Kembali sinar mata gadis itu memperlihatkan perasaan tak senang sekaligus juga curiga. "Mau apa kau tanya-tanya nama orang?" bentaknya curiga, menduga bahwa pemuda ini, seperti pemuda-pemuda lain berwatak ceriwis.

Galak betul bocah ini, pikir Sin Liong. Akan tetapi karena gadis ini telah menolongnya, dia tetap bersikap sabar. "Terus terang saja, nona, aku pun merasa seperti pernah bertemu denganmu. Apa bila aku mengetahui namamu, mungkin saja aku akan teringat lagi dan kenal padamu."

"Hemm, engkau sudah mendengar bahwa namaku dikenal sebagai Kim-gan Yan-cu!" kata nona itu dan mendengar nama julukan ini, mau tidak mau Sin Liong memperhatikan mata gadis itu dan memang pantaslah kalau gadis itu dijuluki Kim-gan (Si Walet Emas) karena sepasang mata itu memang amat indahnya!

"Aku tidak mengenal julukan itu."

"Hemmm, kalau tidak mengenal sudah saja!" Gadis itu mendengus marah karena hatinya merasa tidak senang mendengar ada orang yang tidak mengenal nama besarnya..."

Ketika mendengus marah itu, dia menggerakkan kepalanya sehingga rambut yang dikucir menjadi dua itu berpindah ke depan pundak dan gerakan itu membuat lehernya tersibak.
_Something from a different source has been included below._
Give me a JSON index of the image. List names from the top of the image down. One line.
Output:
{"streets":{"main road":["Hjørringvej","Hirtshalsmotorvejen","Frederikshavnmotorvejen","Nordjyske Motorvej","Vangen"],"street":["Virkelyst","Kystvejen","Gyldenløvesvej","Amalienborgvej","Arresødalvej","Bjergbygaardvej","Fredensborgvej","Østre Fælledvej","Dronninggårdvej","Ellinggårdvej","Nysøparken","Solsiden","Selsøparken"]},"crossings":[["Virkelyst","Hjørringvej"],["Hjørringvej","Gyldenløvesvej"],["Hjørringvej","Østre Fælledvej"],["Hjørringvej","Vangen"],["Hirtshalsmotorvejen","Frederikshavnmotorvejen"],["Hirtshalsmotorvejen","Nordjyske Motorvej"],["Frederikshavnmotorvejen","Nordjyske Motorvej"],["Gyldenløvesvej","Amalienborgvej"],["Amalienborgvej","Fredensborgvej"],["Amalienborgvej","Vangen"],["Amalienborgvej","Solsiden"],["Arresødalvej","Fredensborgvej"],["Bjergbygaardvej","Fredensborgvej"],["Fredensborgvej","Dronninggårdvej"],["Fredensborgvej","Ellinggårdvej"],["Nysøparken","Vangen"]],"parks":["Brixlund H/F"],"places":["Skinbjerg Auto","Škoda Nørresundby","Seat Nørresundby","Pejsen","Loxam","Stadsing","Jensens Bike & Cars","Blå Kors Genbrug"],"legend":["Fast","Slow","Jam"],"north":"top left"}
Nampak kulit tengkuk leher yang amat mulus, akan tetapi bukan kemulusan kulit itu yang membuat Sin Liong terbelalak, melainkan setitik tahi lalat di kulit tengkuk yang putih mulus itu. Tahi lalat itu!

Sekarang dia teringat dan matanya terbelalak memandang kepada gadis itu. Tahi lalat itu membuat sepasang mata yang tajam dan jeli, hidung kecil mancung dan mulut dengan sepasang bibir mungil itu menjadi sama sekali tidak asing lagi baginya.

"Bi Cu...!" suara ini hanya terdengar sebagai bisikan saja keluar dari mulut Sin Liong yang masih menatap wajah itu tanpa berkedip.

Kini gadis itu yang kelihatan kaget bukan main. Selama ini tidak ada seorang pun yang mengenal namanya, dan dia hanya memperkenalkan nama dengan julukannya itu.

"Ehhh, bagaimana kau bisa mengenal namaku? Kau... kau siapa...?!" bentaknya, heran, kaget dan curiga.

Mendengar ini, yakinlah hati Sin Liong dan tiba-tiba dia merasa terharu sekali. Ia teringat akan mala petaka yang menimpa keluarga Na yang amat baik kepadanya itu.

"Bi Cu, lupakah engkau kepadaku? Aku Sin Liong...!"

Sepasang mata itu terbelalak lebar, amat indahnya. "Sin Liong...? Ahh, tentu saja...! Akan tetapi siapa sangka engkau menjadi pelayan restoran bahkan seorang buronan pasukan pemerintah pula?" Gadis itu juga teringat akan masa lalu, maka menjadi terharu dan juga gembira sekali. "Sin Liong...!"

Mereka saling berpegang tangan, lalu keduanya berloncatan menari-nari dengan gembira laksana dua orang anak kecil bermain-main. Kegembiraan meluap di dalam hati mereka karena mereka berdua sama sekali tidak pernah menyangka akan dapat saling berjumpa sesudah mala petaka itu menimpa mereka di dalam rumah keluarga Na Ceng Han atau Na-piauwsu.

Akhirnya keduanya ingat bahwa mereka sudah bersikap seperti anak kecil. Dengan muka berubah merah Bi Cu melepaskan pegangan tangannya, lantas terengah-engah duduk di atas bangku batu tadi. Wajahnya berseri dan merah sekali, akan tetapi matanya basah air mata.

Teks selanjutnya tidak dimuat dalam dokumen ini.